New York (Manhattan – Brooklyn – Williamsburg – Jersey)
Detail
Date of first edition: 1840
Date of this map: 1852
Dimensions (without margins): 30,2 x 37 cm
Dimensions (including margins): 34,3 x 41 cm
Condition: Very good. Sharp steel engraving. Wide margins, with small tear in top margin (not affecting map). Old coloured.
Condition rating: A
Verso: blank
In stock
SDUK and New York
This map focuses on the 19th century development of New York.
This is an 1840 Society for the Diffusion of Useful Knowledge (S.D.U.K.) city map or plan of New York City. The map depicts southern Manhattan from the Battery northwards to 42nd Street as well as portions of adjacent Jersey City, Brooklyn, and Williamsburg. Governors Island and Ellis Island appear in the harbor. Massive proposed docks on the Hudson River, none of which actually materialized, as well as tentative landfills on the East Side and in Williamsburg are ghosted in. Shading illustrates the areas of heaviest development in each of the three cities. In Manhattan, specifically, no less than 40 important buildings are identified numerically and by a key in the upper right quadrant. Several ferry lines are illustrated crossing both the Hudson and East Rivers. Red highlighting indicates railroad lines and tramways.
Engraved views illustrating ‘Broadway from the Park’, that being City Hall Park with Trinity Church clearly visible in the background, and City Hall itself, are situated in the lower left and lower right corners, respectively.
It mentions Charles Knight as the map maker and mentions January 1, 1852.
SDUK
SDUK is short for Society for the Diffusion of Useful Knowledge.
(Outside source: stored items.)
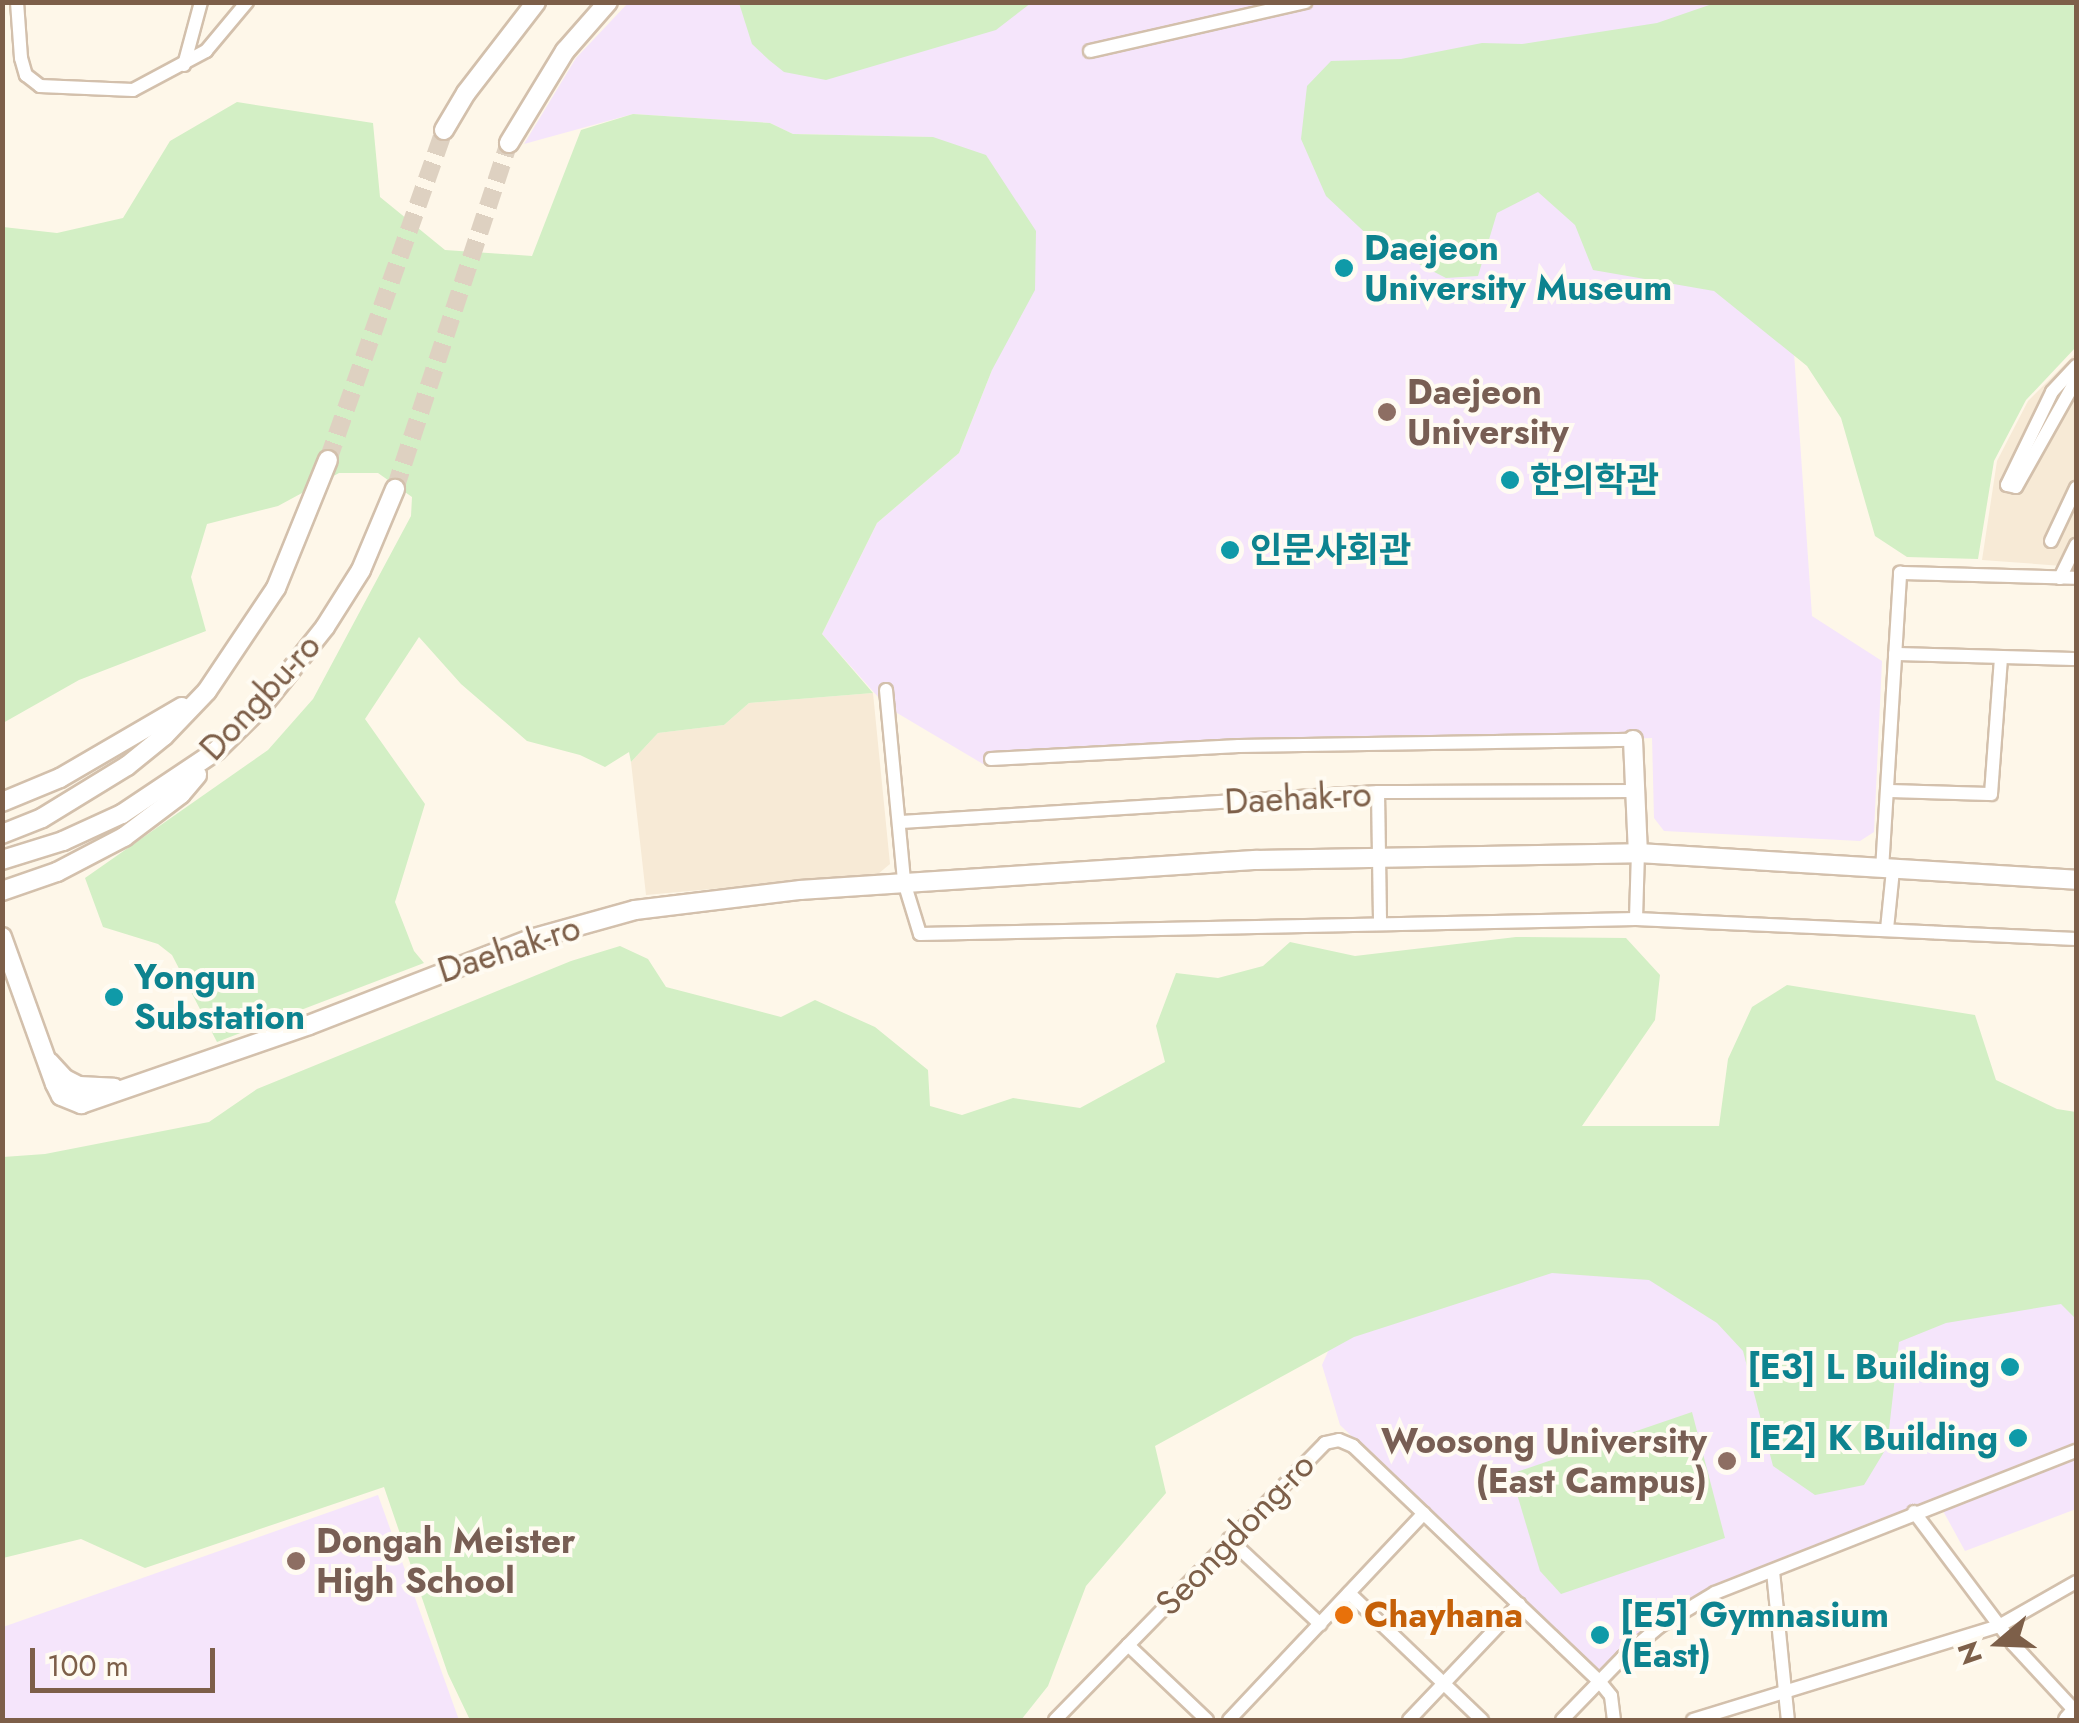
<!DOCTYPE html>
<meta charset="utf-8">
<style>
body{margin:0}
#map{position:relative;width:2079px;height:1723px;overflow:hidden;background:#fef7e9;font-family:Jost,"Noto Sans KR",sans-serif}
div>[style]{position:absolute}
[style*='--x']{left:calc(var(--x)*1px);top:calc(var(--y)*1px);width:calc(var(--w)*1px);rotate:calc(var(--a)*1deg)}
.residential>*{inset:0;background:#f7ead6}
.education>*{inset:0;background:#f5e5fb}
.green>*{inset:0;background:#d3efc5}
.secondary-tunnel>*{height:18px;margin-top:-9px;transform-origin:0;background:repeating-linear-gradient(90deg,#ded1c1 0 18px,transparent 0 27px)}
.roads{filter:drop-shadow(2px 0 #d3c0ac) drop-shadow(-2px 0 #d3c0ac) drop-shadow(0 2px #d3c0ac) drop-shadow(0 -2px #d3c0ac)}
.street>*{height:12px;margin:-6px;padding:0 6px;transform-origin:6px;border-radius:6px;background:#fff}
.secondary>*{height:18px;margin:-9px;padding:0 9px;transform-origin:9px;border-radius:9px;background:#fff}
.dots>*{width:28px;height:28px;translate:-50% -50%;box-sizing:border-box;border:5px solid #fffbf2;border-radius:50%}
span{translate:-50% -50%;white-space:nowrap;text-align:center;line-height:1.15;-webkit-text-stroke:8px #fffbf2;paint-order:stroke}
.culture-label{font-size:35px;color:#0d838f;font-weight:700}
.left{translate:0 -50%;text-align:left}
.right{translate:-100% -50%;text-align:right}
.education-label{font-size:35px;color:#785e54;font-weight:700}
.street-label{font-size:35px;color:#7d5f49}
.food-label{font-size:35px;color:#c56008;font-weight:700}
.frame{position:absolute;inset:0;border:5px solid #7d5f49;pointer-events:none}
.north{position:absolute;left:1949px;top:1593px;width:100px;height:100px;-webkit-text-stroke:8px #fffbf2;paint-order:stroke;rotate:251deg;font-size:28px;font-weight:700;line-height:40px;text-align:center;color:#7d5f49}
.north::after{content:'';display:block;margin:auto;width:35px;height:45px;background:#7d5f49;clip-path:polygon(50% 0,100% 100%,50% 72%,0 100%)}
.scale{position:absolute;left:30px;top:1648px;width:185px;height:45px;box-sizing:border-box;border:5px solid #7d5f49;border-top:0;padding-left:12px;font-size:30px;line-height:35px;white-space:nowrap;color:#7d5f49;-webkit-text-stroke:8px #fffbf2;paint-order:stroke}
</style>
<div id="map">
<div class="residential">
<div style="clip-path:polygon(2076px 353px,2076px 567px,1982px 560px,1997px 461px,2028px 401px)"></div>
<div style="clip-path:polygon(873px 693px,890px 864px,878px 874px,646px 895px,631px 762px,658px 733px,724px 725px,749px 703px)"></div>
</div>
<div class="education">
<div style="clip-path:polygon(628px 3px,1894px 3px,1779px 133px,1812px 616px,1882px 661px,1874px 832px,1860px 841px,1664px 831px,1654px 818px,1652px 738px,983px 764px,887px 707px,822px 634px,877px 523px,959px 453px,992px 370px,933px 137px,793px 134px,770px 123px,633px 114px,524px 144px,576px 58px)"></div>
<div style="clip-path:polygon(1540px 1266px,2076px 1303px,2076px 1509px,1965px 1551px,1936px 1498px,1713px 1587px,1598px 1674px,1340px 1425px,1322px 1365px,1338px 1329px)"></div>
<div style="clip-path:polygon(378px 1495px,459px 1720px,3px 1720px,3px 1627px)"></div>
</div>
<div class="green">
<div style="clip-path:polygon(739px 3px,739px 2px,1031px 3px,996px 30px,826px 80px,784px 72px,769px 60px,752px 44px)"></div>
<div style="clip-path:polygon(1715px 3px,2069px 2px,2076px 7px,2076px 347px,2026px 400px,1994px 461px,1978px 559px,1907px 557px,1875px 536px,1841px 418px,1807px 366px,1714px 291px,1593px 270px,1575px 225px,1538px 192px,1497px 213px,1478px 276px,1446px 278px,1374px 241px,1326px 196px,1301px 139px,1307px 86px,1331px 61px,1401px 59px,1482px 43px,1522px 44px,1657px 23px)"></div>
<div style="clip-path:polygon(237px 102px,373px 123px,380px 197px,445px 250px,532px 256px,581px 130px,633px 114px,770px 123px,793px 134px,933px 137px,986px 155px,1036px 231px,1035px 290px,992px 370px,959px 453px,877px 523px,822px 634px,873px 693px,749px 703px,724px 725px,658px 733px,631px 762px,629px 752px,605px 767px,580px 755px,527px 741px,461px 684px,419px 637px,365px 719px,425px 804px,395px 902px,414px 951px,424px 963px,217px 1042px,172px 955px,158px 944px,103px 927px,85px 878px,268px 750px,313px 699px,411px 516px,412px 497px,378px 473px,339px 473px,278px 506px,207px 524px,191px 577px,206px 631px,79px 680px,3px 723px,3px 227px,57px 233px,123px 218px,170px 141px)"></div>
<div style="clip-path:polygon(1516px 937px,1626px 938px,1660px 975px,1655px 1020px,1582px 1126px,1719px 1126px,1728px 1059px,1752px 1007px,1787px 985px,1975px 1015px,1996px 1080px,2057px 1109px,2076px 1112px,2076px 1319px,2061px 1304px,1946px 1323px,1899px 1342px,1887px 1447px,1864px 1485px,1815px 1495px,1773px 1466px,1743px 1351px,1717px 1323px,1649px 1280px,1552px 1273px,1354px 1337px,1155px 1446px,1166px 1493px,1086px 1586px,1048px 1686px,1021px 1720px,470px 1720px,448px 1674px,384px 1487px,145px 1568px,81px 1539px,3px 1558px,3px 1157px,45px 1154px,209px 1122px,257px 1089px,571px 961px,620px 946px,648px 959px,666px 987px,781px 1017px,815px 1000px,875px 1027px,928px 1070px,930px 1106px,962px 1115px,1013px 1098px,1080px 1108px,1165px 1062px,1156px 1026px,1176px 973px,1218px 978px,1263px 966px,1290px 942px,1355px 956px)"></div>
<div style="clip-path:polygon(1692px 1412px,1725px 1538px,1561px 1594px,1540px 1571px,1511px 1474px)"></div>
</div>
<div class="secondary-tunnel">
<div style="--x:328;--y:460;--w:350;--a:-70.6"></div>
<div style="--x:395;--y:489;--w:364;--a:-71.8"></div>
</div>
<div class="roads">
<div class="street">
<div style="--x:17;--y:2;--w:56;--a:85.9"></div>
<div style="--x:21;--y:58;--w:18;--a:74"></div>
<div style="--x:26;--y:75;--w:18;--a:38"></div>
<div style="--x:40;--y:86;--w:93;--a:2.5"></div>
<div style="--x:133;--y:90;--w:83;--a:-28.1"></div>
<div style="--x:206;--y:51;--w:64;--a:-50.1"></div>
<div style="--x:1090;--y:51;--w:221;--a:-12.8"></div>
<div style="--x:184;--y:65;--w:65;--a:-74.9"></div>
<div style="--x:2076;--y:366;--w:35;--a:133"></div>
<div style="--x:2052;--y:392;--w:103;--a:115.8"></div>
<div style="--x:2007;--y:485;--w:9;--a:13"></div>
<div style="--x:2016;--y:487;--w:123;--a:-60.7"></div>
<div style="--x:2051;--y:541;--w:59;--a:-64.7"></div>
<div style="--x:2060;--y:578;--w:37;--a:-64"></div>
<div style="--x:1895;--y:654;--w:181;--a:1.6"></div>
<div style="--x:886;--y:690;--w:193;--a:84.6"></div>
<div style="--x:904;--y:882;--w:54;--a:72.9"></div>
<div style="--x:920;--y:934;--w:716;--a:-1.2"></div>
<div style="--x:1636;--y:919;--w:440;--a:2.6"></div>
<div style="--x:991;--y:759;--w:248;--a:-3"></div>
<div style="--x:1239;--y:746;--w:394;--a:-0.9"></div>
<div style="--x:1888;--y:791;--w:103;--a:1.7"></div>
<div style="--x:1991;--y:794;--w:136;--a:-85.8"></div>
<div style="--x:1378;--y:792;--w:131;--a:89.1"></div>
<div style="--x:901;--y:822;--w:478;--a:-3.6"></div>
<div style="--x:1378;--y:792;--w:257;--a:-0.2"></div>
<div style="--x:1882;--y:870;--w:298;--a:-86.5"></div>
<div style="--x:1900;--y:573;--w:176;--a:1.6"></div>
<div style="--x:1636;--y:919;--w:66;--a:-88.3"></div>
<div style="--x:1887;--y:929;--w:59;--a:-84.2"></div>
<div style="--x:1914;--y:1512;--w:165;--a:53.1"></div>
<div style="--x:2013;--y:1644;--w:93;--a:47.2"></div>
<div style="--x:1229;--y:1539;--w:125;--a:43"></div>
<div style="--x:1773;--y:1571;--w:150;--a:84.3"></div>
<div style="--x:1349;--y:1593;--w:184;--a:43.7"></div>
<div style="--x:1128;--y:1645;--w:109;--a:43.5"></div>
<div style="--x:1055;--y:1720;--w:387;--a:-45.7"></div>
<div style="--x:1325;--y:1443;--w:14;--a:-12"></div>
<div style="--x:1339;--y:1440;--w:15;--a:23"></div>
<div style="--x:1353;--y:1446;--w:340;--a:43.7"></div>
<div style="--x:1599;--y:1681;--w:19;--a:51"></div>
<div style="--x:1611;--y:1696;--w:24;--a:83"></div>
<div style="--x:1229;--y:1720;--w:284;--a:-46.7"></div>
<div style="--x:1409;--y:1720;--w:160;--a:-46.5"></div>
<div style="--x:1562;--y:1720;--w:88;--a:-45.9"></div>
<div style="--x:1623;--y:1657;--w:48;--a:-40"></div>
<div style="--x:1660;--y:1626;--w:64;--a:-31"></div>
<div style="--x:1715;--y:1593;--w:388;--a:-21.5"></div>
<div style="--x:1693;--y:1720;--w:320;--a:-17.1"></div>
<div style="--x:1999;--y:1626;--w:89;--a:-29.7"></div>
</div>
<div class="secondary">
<div style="--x:444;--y:130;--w:43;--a:-59.3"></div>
<div style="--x:466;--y:93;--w:115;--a:-52.4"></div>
<div style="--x:509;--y:143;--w:108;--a:-58.7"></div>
<div style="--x:565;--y:51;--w:65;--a:-48.7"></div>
<div style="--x:1633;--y:740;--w:113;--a:87.5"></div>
<div style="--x:2;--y:802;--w:63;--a:-22.5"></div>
<div style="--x:60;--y:778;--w:141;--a:-30.2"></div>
<div style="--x:2;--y:834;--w:43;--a:-21.8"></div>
<div style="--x:42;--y:818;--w:100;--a:-31.5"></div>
<div style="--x:127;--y:766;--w:48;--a:-39"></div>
<div style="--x:164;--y:736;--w:62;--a:-46.3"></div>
<div style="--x:207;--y:691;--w:124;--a:-56.2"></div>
<div style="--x:276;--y:588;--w:138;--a:-67.9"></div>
<div style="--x:2;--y:860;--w:64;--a:-17.3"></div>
<div style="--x:63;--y:841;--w:65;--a:-24.6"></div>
<div style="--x:122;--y:814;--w:113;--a:-33.8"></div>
<div style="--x:216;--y:751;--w:66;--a:-44.4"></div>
<div style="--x:263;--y:705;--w:100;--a:-51.5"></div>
<div style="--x:325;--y:627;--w:67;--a:-57.7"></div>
<div style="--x:361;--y:570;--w:88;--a:-67.2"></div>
<div style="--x:2;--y:891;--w:58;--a:-19.1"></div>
<div style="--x:57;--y:872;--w:76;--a:-27.6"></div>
<div style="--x:124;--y:837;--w:71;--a:-37"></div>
<div style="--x:181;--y:794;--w:25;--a:-50"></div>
<div style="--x:2;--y:937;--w:156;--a:70.2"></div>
<div style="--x:55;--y:1084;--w:13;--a:63"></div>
<div style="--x:61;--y:1096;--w:22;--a:22"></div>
<div style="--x:81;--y:1104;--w:241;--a:-19.1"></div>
<div style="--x:309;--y:1025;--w:238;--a:-21.2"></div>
<div style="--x:531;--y:939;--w:108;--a:-15.6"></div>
<div style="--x:635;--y:910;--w:167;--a:-6.9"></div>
<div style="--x:801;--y:890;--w:456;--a:-3.8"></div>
<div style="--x:1256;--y:860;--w:382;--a:-1"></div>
<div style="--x:1638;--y:853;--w:439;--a:3.5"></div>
<div style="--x:49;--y:1062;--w:23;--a:47"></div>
<div style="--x:65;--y:1079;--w:16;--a:27"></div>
<div style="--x:79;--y:1086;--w:35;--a:3"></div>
<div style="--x:2068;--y:1720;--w:12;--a:-48"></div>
</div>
</div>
<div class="dots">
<div style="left:1344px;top:268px;background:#0f9aa8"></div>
<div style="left:1387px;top:412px;background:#8d6e63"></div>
<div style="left:1510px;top:480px;background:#0f9aa8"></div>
<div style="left:1230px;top:550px;background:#0f9aa8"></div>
<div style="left:114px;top:997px;background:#0f9aa8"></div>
<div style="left:2010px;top:1367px;background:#0f9aa8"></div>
<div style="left:2018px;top:1438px;background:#0f9aa8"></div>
<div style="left:1727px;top:1461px;background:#8d6e63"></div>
<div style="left:296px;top:1561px;background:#8d6e63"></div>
<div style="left:1344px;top:1615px;background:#e8710a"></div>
<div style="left:1600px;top:1635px;background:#0f9aa8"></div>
</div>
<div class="culture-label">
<span class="left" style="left:1364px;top:268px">Daejeon<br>University Museum</span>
<span class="left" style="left:1530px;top:480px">한의학관</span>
<span class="left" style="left:1250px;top:550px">인문사회관</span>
<span class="left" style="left:134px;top:997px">Yongun<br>Substation</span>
<span class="right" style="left:1990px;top:1367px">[E3] L Building</span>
<span class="right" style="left:1998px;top:1438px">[E2] K Building</span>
<span class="left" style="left:1620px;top:1635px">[E5] Gymnasium<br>(East)</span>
</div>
<div class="education-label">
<span class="left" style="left:1407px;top:412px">Daejeon<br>University</span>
<span class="right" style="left:1707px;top:1461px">Woosong University<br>(East Campus)</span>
<span class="left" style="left:316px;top:1561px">Dongah Meister<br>High School</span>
</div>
<div class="street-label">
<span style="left:260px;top:697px;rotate:-47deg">Dongbu-ro</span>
<span style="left:1298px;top:798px;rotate:-3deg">Daehak-ro</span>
<span style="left:509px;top:949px;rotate:-18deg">Daehak-ro</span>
<span style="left:1235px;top:1534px;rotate:-46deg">Seongdong-ro</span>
</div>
<div class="food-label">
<span class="left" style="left:1364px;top:1615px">Chayhana</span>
</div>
<div class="frame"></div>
<div class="north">N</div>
<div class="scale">100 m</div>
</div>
The idea for the Society was conceived by Henry Brougham, born in Edinburgh in 1778. In the 1820’s he was actively involved in educational reform and hence the SDUK with the object of publishing information for people belonging to the working class and middle classes who were unable to get formal education or preferred the idea of self education. A map committee was established in 1828. The cheap maps were, however, very accurate in detail. Over a period of 14 years the series expanded to 209 plates with over 3 millions maps being sold; first as part works on subscription and from 1844 in a variety of bound atlases. Up until 1842 the design and engraving was under the direct control of the SDUK using the publishers Balwin and Craddock until their insolvency. From 1842 to 1844 the maps were published by Chapman and Hall, Charles Knight from 1844 to the completion of the series in 1846. Knight continued the publishing until 1852 when the plates were sold to George Cox and then Edward Stanford in 1856. The plates were later acquired by Thomas Letts in 1877 and then finally by Mason & Payne in 1885.